Hier, le maire de Dakar a bouclé ses 100 jours de détention préventive à la prison de Rebeuss. Loin de la chaleur carcérale, les avocats de Khalifa Sall se mobilisent pour préserver ses droits civiques et politiques. Aujourd’hui, la défense accuse le pouvoir de vouloir barrer la route à l’édile de la capitale. En conférence de presse, mercredi à l’Hôtel de ville de Dakar, Mes Seydou Diagne, Demba Ciré Bathily et Issa Diop, membres du pool d’avocats constitué d’une dizaine de conseillers, ont soutenu mordicus que leur client conserve bel et bien ses droits. «Par-delà la violation de ses droits politiques, il y a une tentative de le priver d’exercer ses droits civiques. Au moment où nous en sommes, ce n’est pas une question pour nous, d’inéligibilité. Mais tout est organisé pour entraver ses droits à ce qu’il participe au scrutin, les prochaines Législatives», soupçonne Me Seydou Diagne.
Me Demba Ciré Bathily embouche la même trompette. Il dit : «C’est quelqu’un qui jouit de tous ses droits civiques et politiques. Notre Constitution prévoit que tous les citoyens, qui jouissent de leurs droits civiques et politiques, doivent pouvoir les exercer. Cela comporte le droit d’être électeur et le droit d’être éligible. Et Monsieur Khalifa Sall est électeur et il est éligible.»
Au-delà du débat sur l’éligibilité ou non de la tête de liste nationale de la coalition Manko taxawu Senegaal, une autre question se pose : Est-ce que le prisonnier pourra siéger à l’Assemblée nationale, en cas de sacre ? D’emblée, Me Seydou Diagne a évoqué la séparation des pouvoirs. Pour lui «si demain, il (Khalifa Sall) est élu député, il aura effectivement cette qualité de parlementaire. Il est évident que ce n’est pas parce qu’il sera élu député qu’automatiquement la justice va s’effacer pour annuler son dossier ou le faire sortir». Il ajoute : «Les prérogatives du juge, de la justice n’ont rien à voir avec un mandat de député.»
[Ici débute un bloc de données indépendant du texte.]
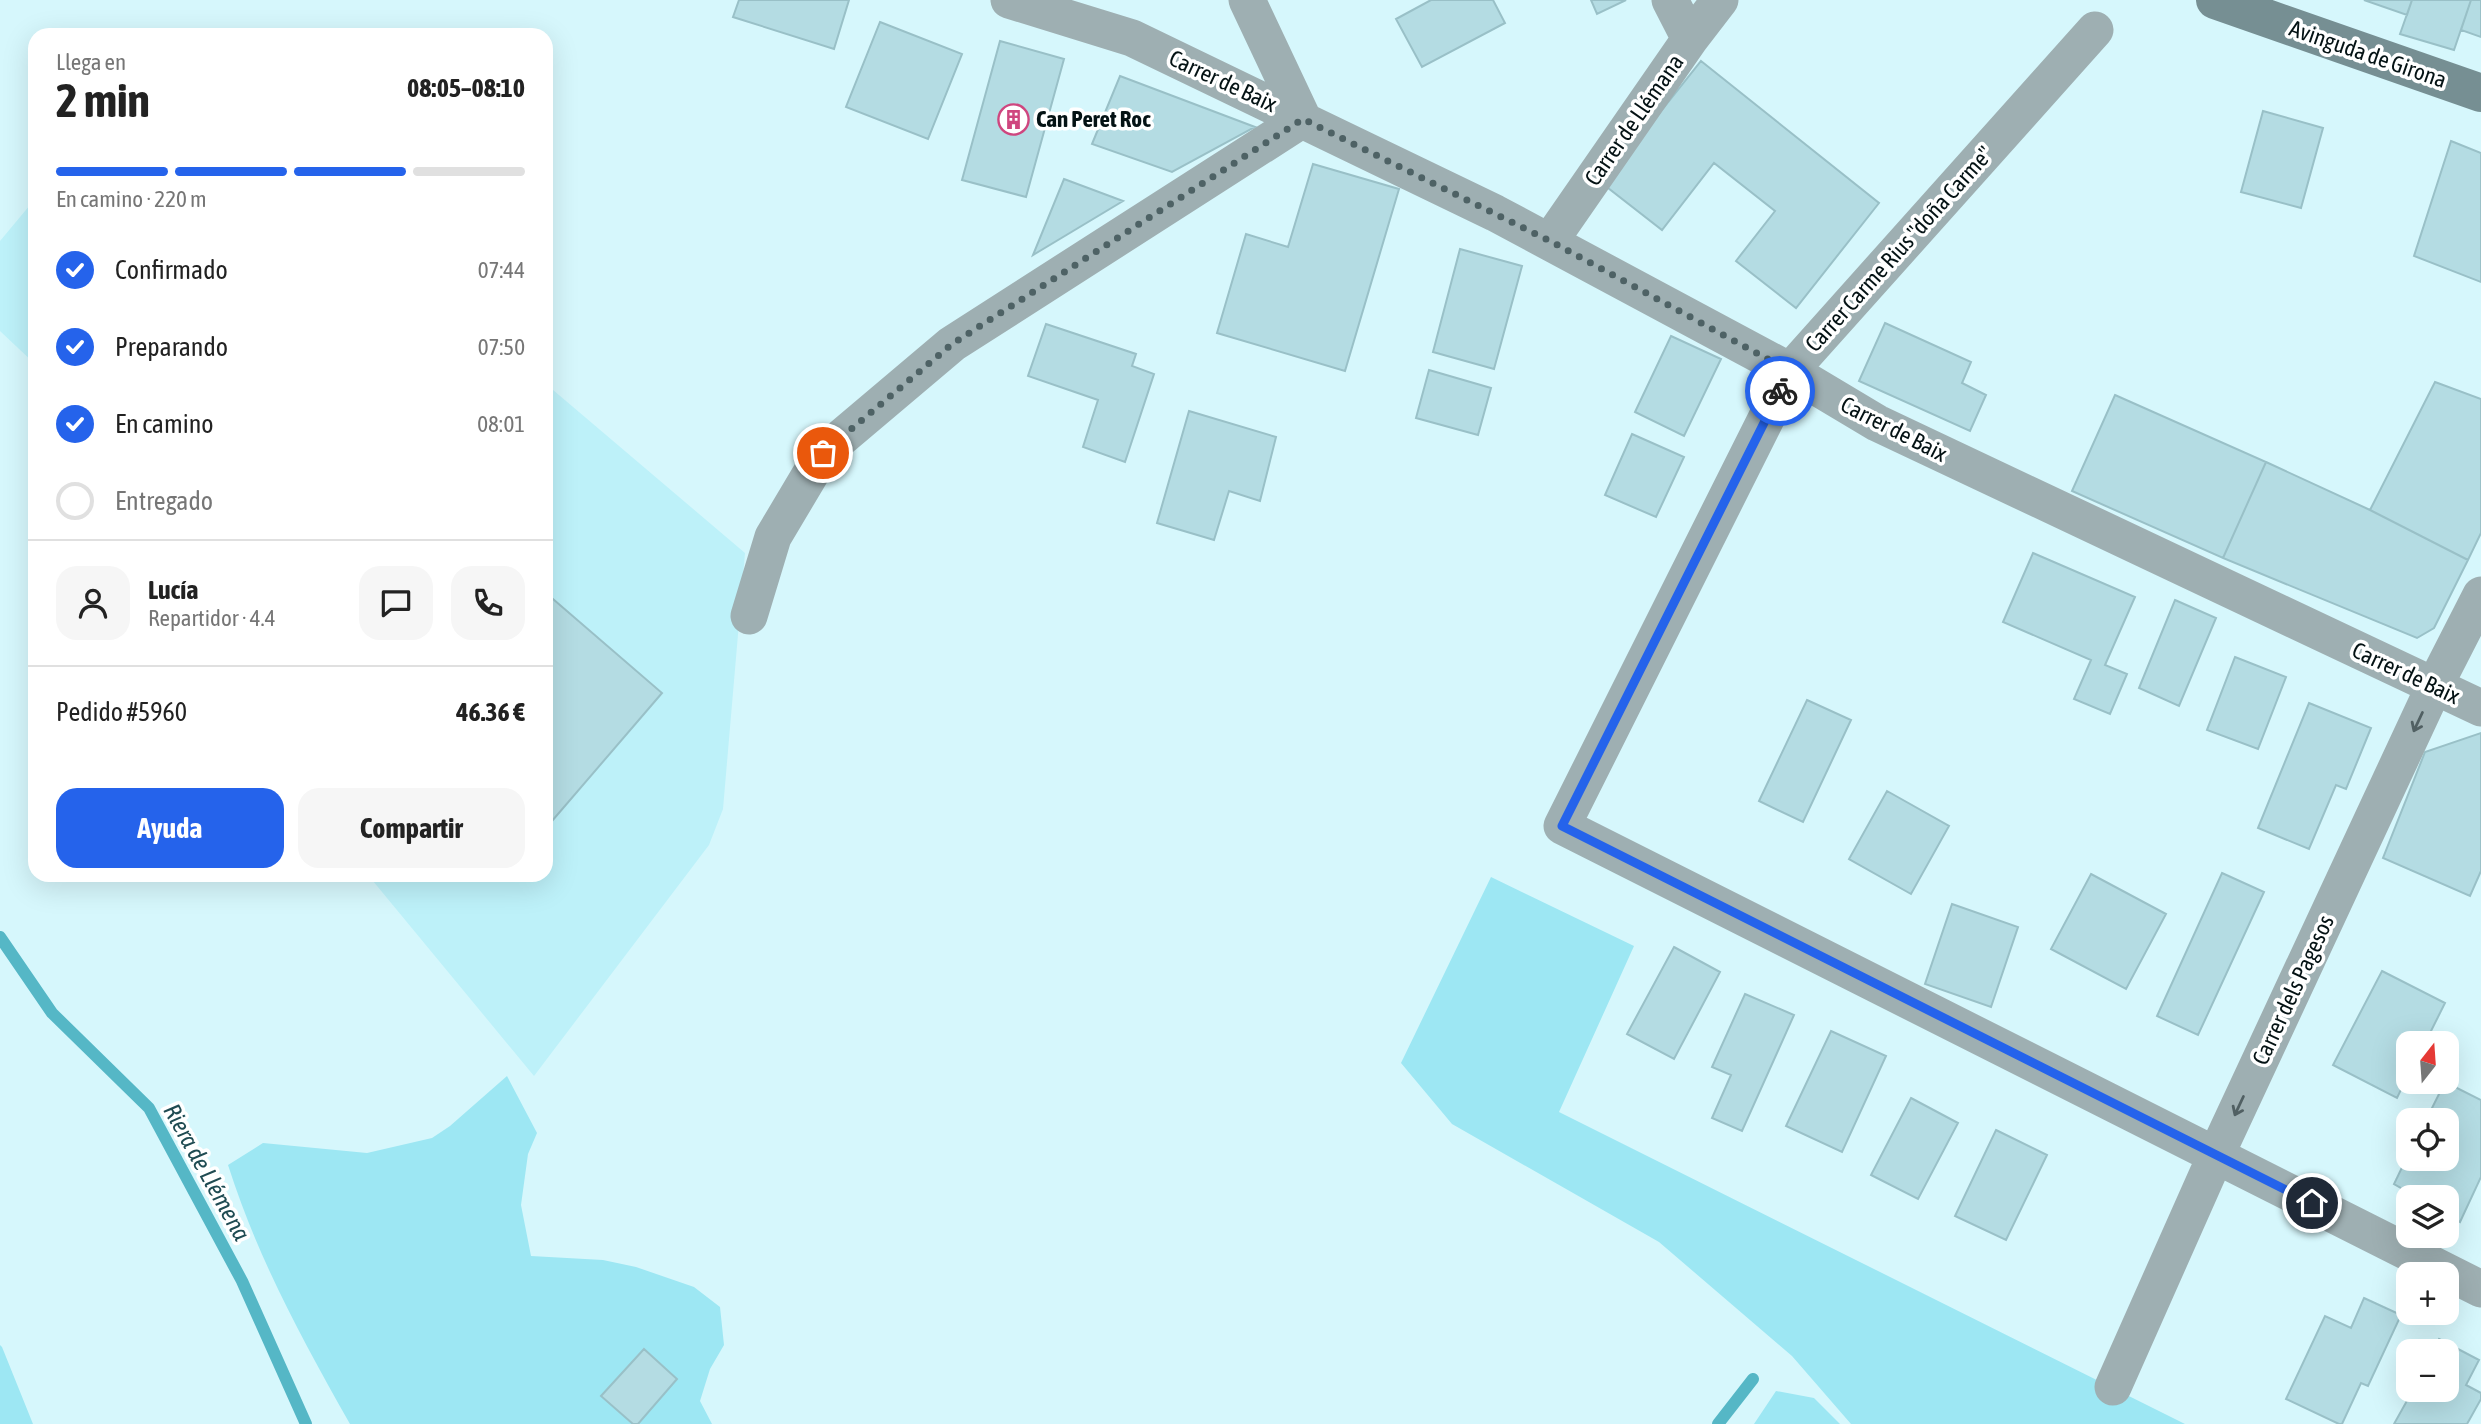 <!DOCTYPE html>
<html lang="es">
<meta charset="utf-8">
<style>
:root{--surface:#fff;--page:#f6f6f6;--text:#222;--muted:#767676;--line:#e0e0e0;--accent:#2563eb}
body{margin:0;font-family:"Asap Condensed",sans-serif;background:var(--page);color:var(--text);height:100vh;display:flex;flex-direction:column;font-size:26px;white-space:nowrap}
*{box-sizing:border-box;margin:0}
p{font-size:23px;color:var(--muted)}
.icon{flex:none;width:38px;height:38px;fill:none;stroke:currentColor;stroke-width:2;stroke-linecap:round;stroke-linejoin:round}
.map{position:relative;flex:1;overflow:hidden}
.details{position:absolute;left:28px;top:28px;width:525px;height:854px;display:flex;flex-direction:column;background:var(--surface);border-radius:21px;box-shadow:0 7px 28px #0002}
.details>*{flex:none}
.needle{width:46px;rotate:17deg}
.controls{position:absolute;left:2396px;top:1031px;display:grid;gap:14px}
.controls a{display:grid;place-items:center;width:63px;height:63px;border-radius:14px;background:var(--surface);box-shadow:0 7px 28px #0002;font-size:35px}
.pin{position:absolute;display:grid;place-items:center;width:60px;height:60px;color:#fff;margin:-30px;border:4px solid #fff;border-radius:50%;box-shadow:0 2px 7px #0007}
.courier{position:absolute;display:grid;place-items:center;width:70px;height:70px;margin:-35px;border:5px solid #2563eb;border-radius:50%;background:#fff;color:#222;box-shadow:0 2px 9px #0007}
.headline em{font-style:normal;font-weight:700}
.headline div{display:flex;flex-direction:column-reverse}
.headline{display:flex;align-items:center;justify-content:space-between;height:119px;padding:0 28px}
h1{font-size:46px;font-weight:700;line-height:52px}
.bar{display:grid;grid-template-columns:repeat(4,1fr);gap:10px 7px;align-content:center;height:84px;padding:0 28px}
.bar i{height:9px;border-radius:5px;background:var(--line)}
.bar .active{background:var(--accent)}
.bar p{grid-column:span 4}
.line{display:flex;align-items:center;gap:18px;padding:0 28px;border-top:2px solid var(--line)}
.line div{flex:1}
.round{display:grid;place-items:center;flex:none;width:74px;height:74px;border-radius:21px;background:var(--page)}
ol{padding:0 28px;list-style:none}
li{display:flex;align-items:center;gap:21px;height:77px}
li p{margin-inline-start:auto}
li .icon{padding:7px;border-radius:50%;background:var(--accent);color:#fff;stroke-width:4}
li:last-child{color:var(--muted)}
li i{width:38px;height:38px;border:4px solid var(--line);border-radius:50%}
.button{display:flex;gap:14px;margin-top:auto;padding:14px 28px}
.button a{flex:1;height:80px;border-radius:21px;background:var(--accent);color:#fff;font-size:28px;font-weight:700;line-height:80px;text-align:center}
.button a+a{background:var(--page);color:var(--text)}
.map>svg:first-child{display:block}
</style>
<div class="map">
<svg width="2481" height="1424" viewBox="0 0 2481 1424">
<rect width="100%" height="100%" fill="#d6f7fc"/>
<path fill="#bdf1f9" d="M 35,199 L 35,364 L 0,331 L 0,241 Z
M 546,384 L 745,553 L 723,809 L 709,845 L 534,1076 L 368,875 L 546,875 Z"/>
<path fill="#9de7f3" d="M 1491,877 L 1634,946 L 1559,1112 L 2185,1424 L 1851,1424 L 1792,1356 L 1659,1242 L 1452,1124 L 1401,1063 Z
M 507,1076 L 537,1133 L 528,1154 L 521,1205 L 531,1256 L 603,1260 L 636,1267 L 694,1287 L 720,1307 L 724,1345 L 710,1369 L 700,1401 L 712,1424 L 350,1424 C 302,1339 258,1259 228,1165 L 263,1143 L 367,1153 L 432,1138 L 450,1126 Z
M 0,1345 L 2,1347 L 33,1424 L 0,1424 Z
M 1776,1391 L 1814,1398 L 1840,1424 L 1754,1424 Z"/>
<g fill="none" stroke-linecap="round" stroke-linejoin="round">
<path stroke="#55b7c6" stroke-width="12" d="M 0,937 L 52,1013 L 149,1108 L 242,1281 L 306,1424
M 1718,1424 L 1753,1379"/>
</g>
<path fill="#b4dce3" stroke="#99c0c7" stroke-width="2" d="M 739,0 L 849,0 L 834,49 L 733,17 Z
M 1431,0 L 1493,0 L 1505,23 L 1422,67 L 1396,19 Z
M 1591,0 L 1626,0 L 1597,14 Z
M 2364,0 L 2412,0 L 2407,15 Z
M 2412,0 L 2471,0 L 2454,50 L 2400,34 Z
M 2471,0 L 2481,0 L 2481,37 L 2461,30 Z
M 880,22 L 962,54 L 928,139 L 846,107 Z
M 1000,41 L 1064,59 L 1026,197 L 962,180 Z
M 1701,61 L 1879,203 L 1796,308 L 1736,261 L 1775,211 L 1714,163 L 1662,230 L 1603,184 Z
M 1120,76 L 1255,127 L 1172,172 L 1092,144 Z
M 2263,111 L 2323,128 L 2301,208 L 2241,192 Z
M 2451,141 L 2481,153 L 2481,282 L 2414,256 Z
M 1313,164 L 1399,189 L 1345,371 L 1217,333 L 1246,234 L 1288,247 Z
M 1064,179 L 1123,201 L 1033,255 Z
M 1460,249 L 1522,266 L 1494,369 L 1433,352 Z
M 1885,323 L 1971,362 L 1962,383 L 1986,395 L 1970,431 L 1859,381 Z
M 1046,324 L 1136,354 L 1132,366 L 1154,374 L 1125,462 L 1083,447 L 1098,400 L 1028,376 Z
M 1671,336 L 1721,359 L 1684,436 L 1635,412 Z
M 1429,370 L 1491,388 L 1478,435 L 1416,418 Z
M 2435,382 L 2481,399 L 2481,533 L 2468,560 L 2370,510 Z
M 2115,395 L 2266,462 L 2223,558 L 2072,491 Z
M 1189,411 L 1276,437 L 1260,501 L 1229,491 L 1214,540 L 1157,523 Z
M 1632,434 L 1684,457 L 1656,517 L 1605,495 Z
M 2266,462 L 2370,510 L 2468,560 L 2434,628 L 2417,638 L 2223,558 Z
M 2033,553 L 2135,597 L 2105,665 L 2127,674 L 2110,714 L 2074,699 L 2091,660 L 2003,622 Z
M 546,593 L 662,693 L 546,828 Z
M 2175,600 L 2216,618 L 2179,706 L 2139,688 Z
M 2235,657 L 2286,677 L 2258,749 L 2207,730 Z
M 1807,700 L 1851,720 L 1803,822 L 1759,801 Z
M 2309,703 L 2371,728 L 2346,789 L 2336,785 L 2309,849 L 2258,828 Z
M 2481,733 L 2481,871 L 2470,896 L 2383,858 L 2425,752 Z
M 1887,791 L 1949,826 L 1911,894 L 1849,859 Z
M 2222,873 L 2264,892 L 2198,1035 L 2157,1016 Z
M 2091,874 L 2166,914 L 2126,989 L 2051,949 Z
M 1952,904 L 2018,927 L 1991,1007 L 1925,984 Z
M 1674,947 L 1720,972 L 1674,1059 L 1627,1034 Z
M 2382,971 L 2445,1003 L 2425,1043 L 2408,1043 L 2408,1075 L 2397,1098 L 2333,1065 Z
M 1745,994 L 1794,1015 L 1742,1131 L 1712,1118 L 1731,1075 L 1712,1067 Z
M 1831,1031 L 1886,1056 L 1842,1152 L 1786,1126 Z
M 2445,1082 L 2481,1100 L 2481,1177 L 2460,1222 L 2446,1214 L 2446,1197 L 2417,1197 L 2394,1184 L 2408,1155 L 2408,1158 L 2446,1158 L 2446,1120 L 2426,1120 Z
M 1911,1098 L 1958,1123 L 1918,1199 L 1871,1175 Z
M 1996,1130 L 2047,1155 L 2006,1240 L 1955,1216 Z
M 2364,1298 L 2401,1315 L 2368,1386 L 2361,1383 L 2342,1424 L 2339,1424 L 2286,1399 L 2325,1316 L 2351,1328 Z
M 2439,1339 L 2479,1360 L 2466,1385 L 2481,1393 L 2481,1399 L 2467,1424 L 2394,1424 L 2413,1390 L 2446,1390 L 2446,1351 L 2433,1351 Z
M 644,1349 L 677,1379 L 638,1424 L 633,1424 L 601,1396 Z"/>
<g fill="none" stroke-linecap="round" stroke-linejoin="round">
<path stroke="#9eafb2" stroke-width="37" d="M 1009,0 L 1132,38 L 1495,213 L 1790,371 L 1877,423 L 2481,708
M 1670,0 L 1690,39
M 2095,30 L 1790,371 L 1562,826 L 2481,1289
M 1550,241 L 1690,39 L 1720,0
M 749,616 L 773,537 L 823,453 L 952,344 L 1303,119 L 1247,0
M 2113,1387 L 2216,1155 L 2434,687 L 2481,595"/>
<path stroke="#768f93" stroke-width="38" d="M 2215,0 L 2481,93"/>
</g>
<defs><path id="oneway-shaft" d="M-6 0H5M1.5-3L5.5 0L1.5 3" fill="none" stroke-width="1.6" stroke-linecap="round" stroke-linejoin="round" transform="scale(1.75)"/></defs>
<g stroke="#516063">
<use href="#oneway-shaft" transform="translate(2418 722) rotate(115)"/>
<use href="#oneway-shaft" transform="translate(2239 1106) rotate(115)"/>
</g>
<g fill="none" stroke-linecap="round" stroke-linejoin="round">
<path stroke="#4e6265" stroke-width="7" stroke-dasharray="0 12.6" d="M 823,453 L 952,344 L 1303,119 L 1550,241 L 1790,371 L 1780,391"/>
<path stroke="#2563eb" stroke-width="9" d="M 1780,391 L 1562,826 L 2312,1203"/>
</g>
<defs>
<symbol id="building-ring" viewBox="-11 -11 22 22"><circle r="9.5" fill="#fff" stroke="#cf467f" stroke-width="1.5"/><path d="M-4-6H4V6H1V3H-1V6H-4ZM-2.5-4.3h1.7v1.8h-1.7ZM.8-4.3h1.7v1.8H.8ZM-2.5-1h1.7V.8h-1.7ZM.8-1h1.7V.8H.8Z" fill="#cf467f"/></symbol>
</defs>
<g fill-rule="evenodd">
<use href="#building-ring" x="996" y="102" width="35" height="35"/>
</g>
<g text-anchor="middle" dominant-baseline="central" stroke-width="7" stroke-linejoin="round" paint-order="stroke">
<g font-size="23" fill="#041214" stroke="#fff">
<text transform="translate(2368 54) rotate(19)">Avinguda de Girona</text>
<text transform="translate(1223 81) rotate(25)">Carrer de Baix</text>
<text transform="translate(1634 120) rotate(-55)">Carrer de Llémana</text>
<text transform="translate(1899 249) rotate(-48)">Carrer Carme Rius "doña Carme"</text>
<text transform="translate(1894 429) rotate(27)">Carrer de Baix</text>
<text transform="translate(2406 673) rotate(25)">Carrer de Baix</text>
<text transform="translate(2293 990) rotate(-65)">Carrer dels Pagesos</text>
</g>
<g font-size="23" font-weight="bold" fill="#041214" stroke="#fff" text-anchor="start">
<text x="1036" y="119">Can Peret Roc</text>
</g>
<g font-size="24" font-style="italic" fill="#1f4b52" stroke="#fff">
<text transform="translate(207 1172) rotate(61)">Riera de Llémena</text>
</g>
</g>
</svg>
<div class="controls">
<a><svg class="needle" viewBox="-14 -14 28 28"><path d="M0-13l5 13h-10z" fill="#e53935"/><path d="M0 13l5-13h-10z" fill="#767676"/></svg></a>
<a><svg class="icon" aria-label="locate" viewBox="0 0 24 24"><circle cx="12" cy="12" r="6"/><path d="M12 2v4M12 18v4M2 12h4M18 12h4"/></svg></a>
<a><svg class="icon" aria-label="layers" viewBox="0 0 24 24"><path d="M12 4l9 5-9 5-9-5zM3 14l9 5 9-5"/></svg></a>
<a>+</a>
<a>−</a>
</div>
<div class="pin" style="left:823px;top:453px;background:#ea580c"><svg class="icon" aria-label="bag" viewBox="0 0 24 24"><path d="M5 8h14l-1 12H6zM9 8a3 3 0 0 1 6 0"/></svg></div>
<div class="pin" style="left:2312px;top:1203px;background:#1f2937"><svg class="icon" aria-label="home" viewBox="0 0 24 24"><path d="M3 11l9-7 9 7M6 9v11h12V9"/></svg></div>
<div class="courier" style="left:1780px;top:391px"><svg class="icon" aria-label="bike" viewBox="0 0 24 24"><circle cx="6" cy="16" r="4"/><circle cx="18" cy="16" r="4"/><path d="M6 16l4-8h5l3 8M10 8l3 8H6M13 5h3"/></svg></div>
<section class="details">
<div class="headline"><div><h1>2 min</h1><p>Llega en</p></div><em>08:05–08:10</em></div>
<div class="bar"><i class="active"></i><i class="active"></i><i class="active"></i><i></i><p>En camino · 220 m</p></div>
<ol>
<li><svg class="icon" aria-label="check" viewBox="0 0 24 24"><path d="M5 12l5 5 9-10"/></svg>Confirmado<p>07:44</p></li>
<li><svg class="icon" aria-label="check" viewBox="0 0 24 24"><path d="M5 12l5 5 9-10"/></svg>Preparando<p>07:50</p></li>
<li><svg class="icon" aria-label="check" viewBox="0 0 24 24"><path d="M5 12l5 5 9-10"/></svg>En camino<p>08:01</p></li>
<li><i></i>Entregado</li>
</ol>
<div class="line" style="height:126px"><a class="round"><svg class="icon" aria-label="person" viewBox="0 0 24 24"><circle cx="12" cy="8" r="4"/><path d="M4 21q1-7 8-7t8 7"/></svg></a><div><b>Lucía</b><p>Repartidor · 4.4</p></div><a class="round"><svg class="icon" aria-label="chat" viewBox="0 0 24 24"><path d="M4 5h16v11H9l-5 4z"/></svg></a><a class="round"><svg class="icon" aria-label="phone" viewBox="0 0 24 24"><path d="M5 4h4l2 5-3 2q2 4 5 5l2-3 5 2v4C11 20 4 13 5 4z"/></svg></a></div>
<div class="line" style="height:91px"><div>Pedido #5960</div><b>46.36 €</b></div>
<div class="button"><a>Ayuda</a><a>Compartir</a></div>
</section>
</div>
«Que Khalifa Sall exerce son droit de vote et batte
campagne »
En attendant cette éventualité, les avocats de la défense «exigent la libération immédiate» de leur client. «Nous demandons en tout état de cause que l’Etat du Sénégal prenne des mesures nécessaires pour permettre à ce citoyen d’exercer son droit de vote et de faire sa campagne électorale comme le lui permet la Constitution de la République du Sénégal et les différents textes et règlements qui régissent la République du Sénégal», avertissent Me Seydou Diagne et Cie.
Face à la presse, les conseillers de Khalifa Sall sont aussi revenus sur l’opération de recouvrement de la caution engagée par des proches de Khalifa Sall pour monnayer sa liberté. Me Demba Ciré Bathily se veut clair : «La caution est la garantie de représentation. Ça n’a rien à voir avec la culpabilité ou une quelconque reconnaissance de l’infraction.»
Après avoir dénoncé les «restrictions» liées aux visites dont doit bénéficier le maire de Dakar, les avocats ont confirmé les deux pourvois en cassation déposés à la Cour suprême. Il s’agit de la  demande de mise en liberté provisoire rejetée par le Parquet et qui a été confirmée par l’arrêt de la Chambre d’accusation de la Cour d’appel de Dakar. Mais aussi de la requête aux fins  d’annulation de toute la procédure introduite auprès de la même chambre, «en raison des nombreux manquements sur les droits de la défense».
Khalifa Sall a été inculpé pour «détournement de deniers publics, recel de deniers publics, escroquerie portant sur des deniers publics et association de malfaiteurs».